Abused spouses often do not have access to or control over household finances because 94 to 99 percent of victims of domestic violence experience economic abuse. The significant financial expense required to prove fault is therefore a barrier for many survivors.
Thus, while no-fault divorce does not prompt people to leave happy marriages just because they can, fault-based divorce might well trap someone who wants or needs to leave. A survivor may ultimately perceive a fault-based divorce as so dangerous, traumatic, or costly that they will be deterred from separating and forced to remain in an abusive relationship.
Fault-Based Divorce Causes Unnecessary Delays and Headaches
Contested fault-based divorces involve more hearings in family court, which fills up the dockets of judges and consumes court resources, including court reporters, interpreters, and other staff.

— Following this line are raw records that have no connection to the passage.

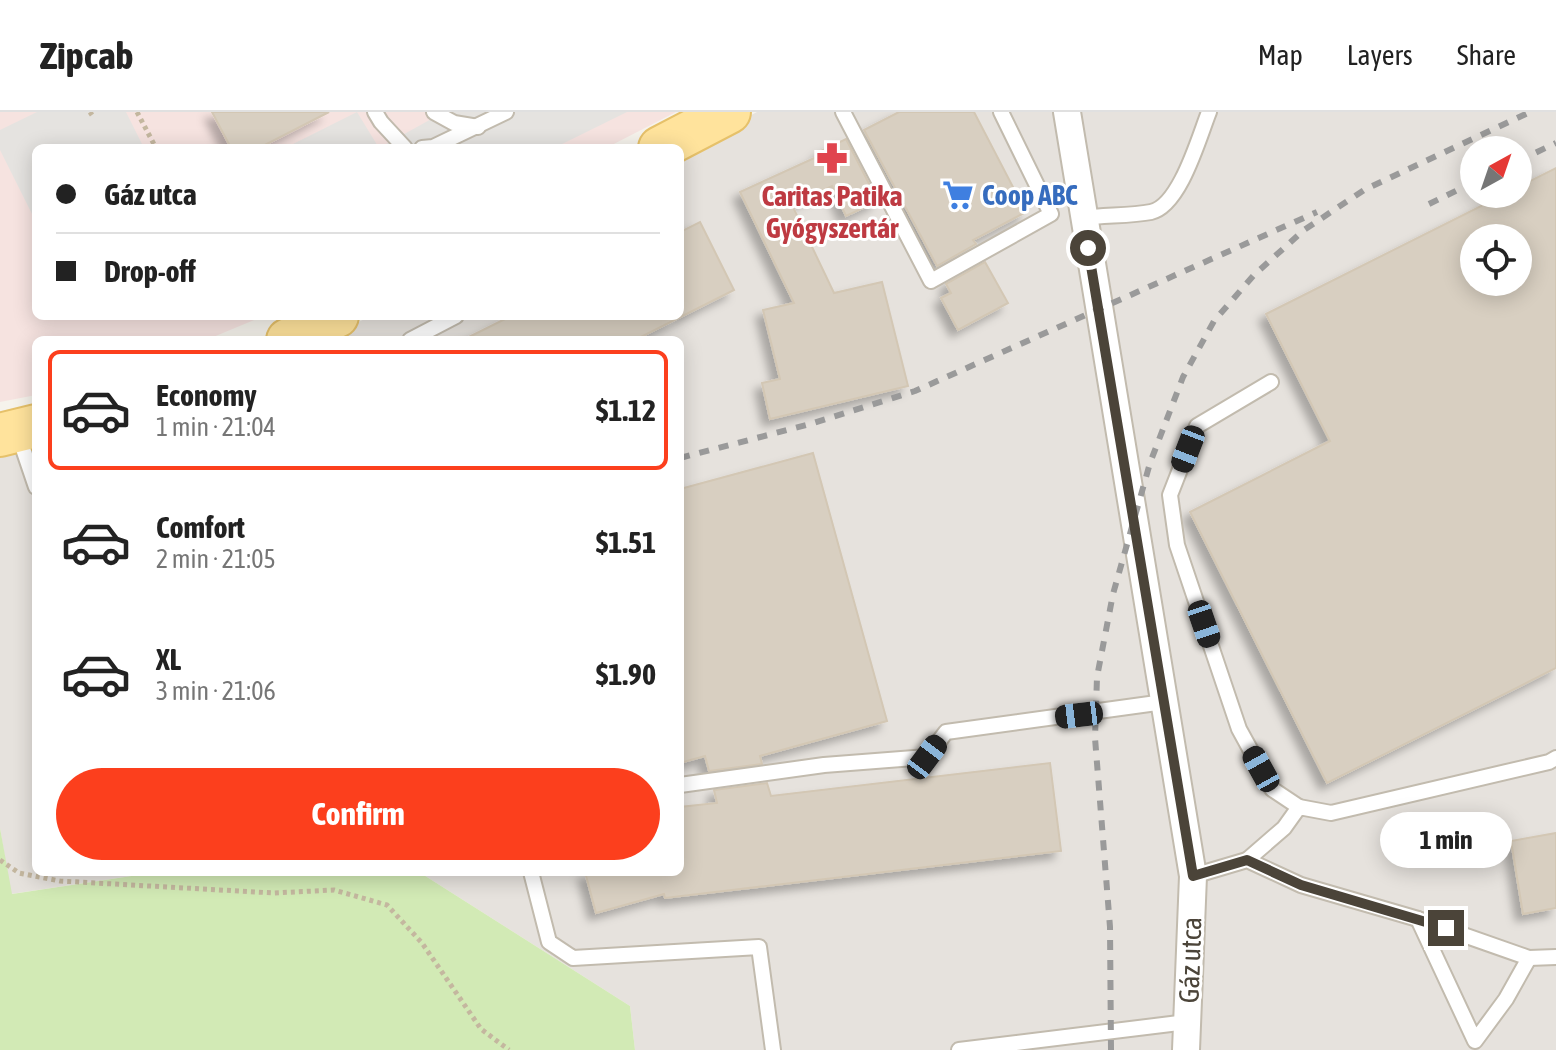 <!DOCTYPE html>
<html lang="en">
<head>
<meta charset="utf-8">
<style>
	:root { --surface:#fff; --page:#f2f2f2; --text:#222; --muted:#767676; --line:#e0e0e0; --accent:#fc3f1d }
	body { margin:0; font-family:"Asap Condensed",sans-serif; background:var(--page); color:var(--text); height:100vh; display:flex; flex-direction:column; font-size:30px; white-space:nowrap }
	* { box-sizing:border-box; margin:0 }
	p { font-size:26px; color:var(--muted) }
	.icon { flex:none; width:44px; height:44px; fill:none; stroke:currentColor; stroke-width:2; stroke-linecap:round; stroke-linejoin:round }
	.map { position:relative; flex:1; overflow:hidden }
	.panel { position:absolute; left:32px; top:224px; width:652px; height:540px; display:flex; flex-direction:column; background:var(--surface); border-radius:12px; box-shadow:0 4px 20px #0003 }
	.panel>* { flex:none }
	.banner { position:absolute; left:32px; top:32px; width:652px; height:176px; border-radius:12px; box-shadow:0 4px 20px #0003; display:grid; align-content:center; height:176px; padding:0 24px; background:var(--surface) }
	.needle { width:52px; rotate:40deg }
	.fabs { position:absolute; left:1460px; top:24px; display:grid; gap:16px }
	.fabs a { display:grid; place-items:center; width:72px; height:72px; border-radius:50%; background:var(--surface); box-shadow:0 4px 20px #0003; font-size:40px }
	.end { position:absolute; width:36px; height:36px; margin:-18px; border:10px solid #4b4439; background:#fff; box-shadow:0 0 0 4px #fff }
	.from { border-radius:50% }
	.bubble { position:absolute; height:56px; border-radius:28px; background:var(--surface); box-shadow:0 4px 20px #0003; font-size:26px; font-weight:700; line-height:56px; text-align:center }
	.car { position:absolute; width:24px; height:48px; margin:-24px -12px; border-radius:10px; box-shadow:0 0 6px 2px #0007; background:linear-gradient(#222 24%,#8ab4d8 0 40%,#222 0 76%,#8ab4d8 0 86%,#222 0) }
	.banner b { display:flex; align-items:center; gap:28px; height:76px; font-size:30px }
	.banner b+b { border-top:2px solid var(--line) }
	.banner i { width:20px; height:20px; background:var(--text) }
	ul { padding:14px 0 0; list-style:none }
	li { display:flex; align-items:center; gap:24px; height:120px; margin:0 16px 12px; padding:0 8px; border:4px solid transparent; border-radius:12px }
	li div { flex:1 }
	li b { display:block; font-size:30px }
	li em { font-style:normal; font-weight:700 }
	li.active { border-color:var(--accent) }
	li>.icon { width:72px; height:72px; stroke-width:1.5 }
	.action { display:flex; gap:16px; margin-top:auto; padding:16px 24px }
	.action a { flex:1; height:92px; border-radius:48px; background:var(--accent); color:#fff; font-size:32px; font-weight:700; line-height:92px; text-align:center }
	header { display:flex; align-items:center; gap:48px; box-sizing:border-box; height:112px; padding:0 40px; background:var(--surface); border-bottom:2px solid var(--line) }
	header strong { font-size:38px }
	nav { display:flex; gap:44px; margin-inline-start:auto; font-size:28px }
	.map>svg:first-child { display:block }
</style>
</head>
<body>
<header>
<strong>Zipcab</strong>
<nav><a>Map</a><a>Layers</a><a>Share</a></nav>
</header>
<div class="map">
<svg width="1556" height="938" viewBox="0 0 1556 938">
	<defs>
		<filter id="shadow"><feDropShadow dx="-7" dy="7" stdDeviation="4" flood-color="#0004"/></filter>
	</defs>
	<rect width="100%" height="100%" fill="#f6f3ec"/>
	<g fill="#e6e2dd" fill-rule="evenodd">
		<path d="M 757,0 L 1556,0 L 1556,938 L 635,938 L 630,894 L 419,760 L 680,760 L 680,228 L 325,228 L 370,204 L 680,204 L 680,41 ZM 1474,38 L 1518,38 L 1518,82 L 1474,82 ZM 1474,126 L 1518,126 L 1518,170 L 1474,170 Z"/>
		<polygon points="36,330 36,760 158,760 11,782 0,716 0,335"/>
	</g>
	<polygon fill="#f6e3e0" points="0,0 676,0 606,36 36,36 36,204 264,204 206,228 36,228 36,283 0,290"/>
	<polygon fill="#d2eab5" points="0,716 12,782 158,760 419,760 630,894 635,938 0,938"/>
	<g fill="#e5e3e0">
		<polygon points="37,0 126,0 144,36 36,36 36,110 0,38 0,18"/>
		<polygon points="357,0 379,36 444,0 627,0 554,36 285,36"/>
	</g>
	<g fill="#d8cfc1" stroke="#d3c7b4" stroke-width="2" fill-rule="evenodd" filter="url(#shadow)">
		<polygon points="212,0 329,0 259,36 231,36"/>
		<polygon points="899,0 974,0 1026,100 973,128 976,132 937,154 864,18"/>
		<polygon points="846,27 878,89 846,104 832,74 792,93 834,181 882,170 908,274 770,307 762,271 780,267 763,198 794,191 740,80 821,43 819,40"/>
		<path d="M 1556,56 L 1556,556 L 1327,671 L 1190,400 L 1330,329 L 1266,202 L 1505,82 L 1518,82 L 1518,75 ZM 1474,126 L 1518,126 L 1518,170 L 1474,170 Z"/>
		<polygon points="700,110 734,178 635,228 463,228 511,204 680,204 680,120"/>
		<polygon points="985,150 1008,191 958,218 941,186 951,181 946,172"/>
		<polygon points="813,341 887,609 760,644 762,652 709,659 705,644 680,651 680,377"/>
		<polygon points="1050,651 1061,739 665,786 664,782 596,801 585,760 680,760 680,695 717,691 714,678 767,671 771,684"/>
		<polygon points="1556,721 1556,796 1523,802 1511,729"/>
	</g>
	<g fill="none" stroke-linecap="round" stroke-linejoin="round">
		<defs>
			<g id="service">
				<polyline points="375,0 381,10 405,36"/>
				<polyline points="434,0 454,11 478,15"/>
				<polyline points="843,0 931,169 1051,102 1001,0"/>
				<polyline points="422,36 433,35 506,0"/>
				<path d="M 1083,106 C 1105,103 1130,104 1151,100 C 1180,94 1199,25 1209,0"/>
				<polyline points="410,228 456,204"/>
				<polyline points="1271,270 1197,314 1170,383 1177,433 1239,617 1272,677 1299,695"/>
				<polyline points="18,322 36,375"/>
				<polyline points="680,673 824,653 927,645 946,620 1164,590"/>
				<polyline points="1247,748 1284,716 1299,695 1331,701 1549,650 1556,646"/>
				<polyline points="531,760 549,830 573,846 759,835 773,938"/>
				<polyline points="1193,764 1247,748 1301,773 1418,807 1529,846 1556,845"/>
				<polyline points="1418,807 1475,929 1506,887 1529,846"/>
				<polyline points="959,938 1187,910"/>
			</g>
			<polyline id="minor" points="1067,0 1193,764 1186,938"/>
			<g id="primary">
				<polyline points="660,36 729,0"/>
				<polyline points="288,228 337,204"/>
				<polyline points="0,323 36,314"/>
			</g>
		</defs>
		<use href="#service" stroke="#c2bbae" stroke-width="18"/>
		<use href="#minor" stroke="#c2bbae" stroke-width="30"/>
		<use href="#primary" stroke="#e6c16a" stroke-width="46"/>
		<g stroke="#c4b79f" stroke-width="5" stroke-dasharray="4 4" stroke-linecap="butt">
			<polyline points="90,0 92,3"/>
			<polyline points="137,0 156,36"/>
			<polyline points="0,748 19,761 60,769 274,781 334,778 387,793 422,831 481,917 509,938"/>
		</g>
		<use href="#service" stroke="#fff" stroke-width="14"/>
		<use href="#minor" stroke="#fff" stroke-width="26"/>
		<use href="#primary" stroke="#ffe39c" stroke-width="42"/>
		<g stroke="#9a9a9a" stroke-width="6" stroke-dasharray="10 10" stroke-linecap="butt">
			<polyline points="1518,49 1556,31"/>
			<polyline points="1429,92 1474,70"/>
			<polyline points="680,346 810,312 915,279 1317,100"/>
			<polyline points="1111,938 1110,815 1095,626 1097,565 1113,482 1150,351 1183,265 1214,209 1254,163 1304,118 1364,78 1530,0"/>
		</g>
	</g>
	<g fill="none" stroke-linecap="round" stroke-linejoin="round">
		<polyline stroke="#4b4439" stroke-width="10" points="1088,136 1193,764 1247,748 1301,773 1446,816"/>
	</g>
	<defs>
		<symbol id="pharmacy-bare" viewBox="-9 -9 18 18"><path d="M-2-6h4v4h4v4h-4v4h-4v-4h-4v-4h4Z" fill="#e0444e" stroke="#fff" stroke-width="2.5" paint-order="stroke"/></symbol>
		<symbol id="supermarket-bare" viewBox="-9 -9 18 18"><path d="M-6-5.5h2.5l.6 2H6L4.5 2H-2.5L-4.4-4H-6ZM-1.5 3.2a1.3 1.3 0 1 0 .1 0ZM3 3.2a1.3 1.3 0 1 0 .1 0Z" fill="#3f7fe0" stroke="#fff" stroke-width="2.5" paint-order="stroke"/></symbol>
	</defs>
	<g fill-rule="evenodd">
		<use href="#pharmacy-bare" x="810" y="24" width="44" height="44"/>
		<use href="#supermarket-bare" x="936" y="61" width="44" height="44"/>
	</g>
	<g text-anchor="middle" stroke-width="6" stroke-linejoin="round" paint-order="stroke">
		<g font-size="28" font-weight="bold" fill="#366cbe" stroke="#fff" text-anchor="start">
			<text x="982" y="93">Coop ABC</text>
		</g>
		<g font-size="28" font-weight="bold" fill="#be3a42" stroke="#fff">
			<text x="832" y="94">Caritas Patika<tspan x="832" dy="32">Gyógyszertár</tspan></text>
		</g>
		<g font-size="28" fill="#4b4439" stroke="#fff">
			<text transform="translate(1190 848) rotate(-88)" y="10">Gáz utca</text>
		</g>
	</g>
</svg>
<div class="fabs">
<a><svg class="needle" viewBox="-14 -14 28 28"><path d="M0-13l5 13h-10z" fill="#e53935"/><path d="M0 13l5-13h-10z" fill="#767676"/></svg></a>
<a><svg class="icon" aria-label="locate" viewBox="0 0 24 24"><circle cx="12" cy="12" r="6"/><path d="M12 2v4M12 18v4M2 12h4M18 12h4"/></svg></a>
</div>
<i class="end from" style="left:1088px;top:136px"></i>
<i class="end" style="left:1446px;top:816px"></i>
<div class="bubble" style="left:1380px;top:700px;width:132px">1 min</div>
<i class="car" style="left:1188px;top:337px;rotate:201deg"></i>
<i class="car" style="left:1204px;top:512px;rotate:161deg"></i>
<i class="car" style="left:1079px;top:603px;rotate:263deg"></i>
<i class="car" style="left:927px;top:645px;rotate:37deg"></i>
<i class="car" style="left:1261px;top:657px;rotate:331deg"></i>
<div class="banner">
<b><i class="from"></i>Gáz utca</b>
<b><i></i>Drop-off</b>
</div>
<section class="panel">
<ul>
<li class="active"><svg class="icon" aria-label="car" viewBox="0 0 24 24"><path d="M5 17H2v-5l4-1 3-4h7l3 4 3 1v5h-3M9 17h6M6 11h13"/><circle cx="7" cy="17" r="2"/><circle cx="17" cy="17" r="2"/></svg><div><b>Economy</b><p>1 min · 21:04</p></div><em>$1.12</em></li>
<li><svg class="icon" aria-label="car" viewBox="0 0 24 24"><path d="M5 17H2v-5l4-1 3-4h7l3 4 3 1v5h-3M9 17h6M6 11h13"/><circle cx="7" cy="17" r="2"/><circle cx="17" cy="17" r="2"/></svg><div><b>Comfort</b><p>2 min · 21:05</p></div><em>$1.51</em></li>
<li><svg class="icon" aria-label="car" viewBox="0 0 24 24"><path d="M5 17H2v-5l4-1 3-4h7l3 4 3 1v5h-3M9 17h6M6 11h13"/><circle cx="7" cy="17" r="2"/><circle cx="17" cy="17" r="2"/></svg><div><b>XL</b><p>3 min · 21:06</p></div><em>$1.90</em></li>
</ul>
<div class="action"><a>Confirm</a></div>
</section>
</div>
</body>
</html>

Texas family courts are already overburdened. In Dallas County, for instance, trial dates for divorce litigants are currently being scheduled approximately six months from the pre-trial hearing. An increase in fault-based divorce would cause the family court system to become even more backlogged, which impacts not only victims of domestic violence but also any party interacting with the family court system, including parties pursuing divorce based on agreed insupportability, as well as those seeking child support orders, adoption of a child, name changes, or any of the many things that occur in family court.
The burden on the court system from contested divorces is of particular concern for family courts, where the majority of litigants are pro se. In Tarrant County, for instance, 68 percent of litigants in the district’s six family courts proceed without an attorney. Judges must walk unrepresented litigants through the process, correct forms and petitions, and provide alternative court dates for missed hearings. If all pro se litigants were required to pursue a contested fault-based divorce, involving complex legal arguments and sophisticated presentation of evidence, the family court system would become even more burdened and hearings increasingly delayed.
Delays in adjudication of legal claims are inconvenient for everyone but are especially harmful for victims of domestic violence, as delays force victims to remain in contested litigation (which as detailed above is one of the most dangerous times for victims) for a longer period of time. Moreover, low-income victims will be acutely affected by repealing no-fault divorce, as this population is more likely to experience abuse and more likely to be self-represented, but less likely to have the education and experience to successfully pursue pro se litigation. Do we want to return to a system in which only rich people can get divorced?
We will likely never know the full story of Crowder’s marriage and divorce, but nothing he alleges is a compelling argument to get rid of no-fault divorce generally—or to force his own wife to remain married to him against her will. Borrowing from Crowder’s own playbook, we suggest: Steven Crowder was a Bad Husband: Change My Mind.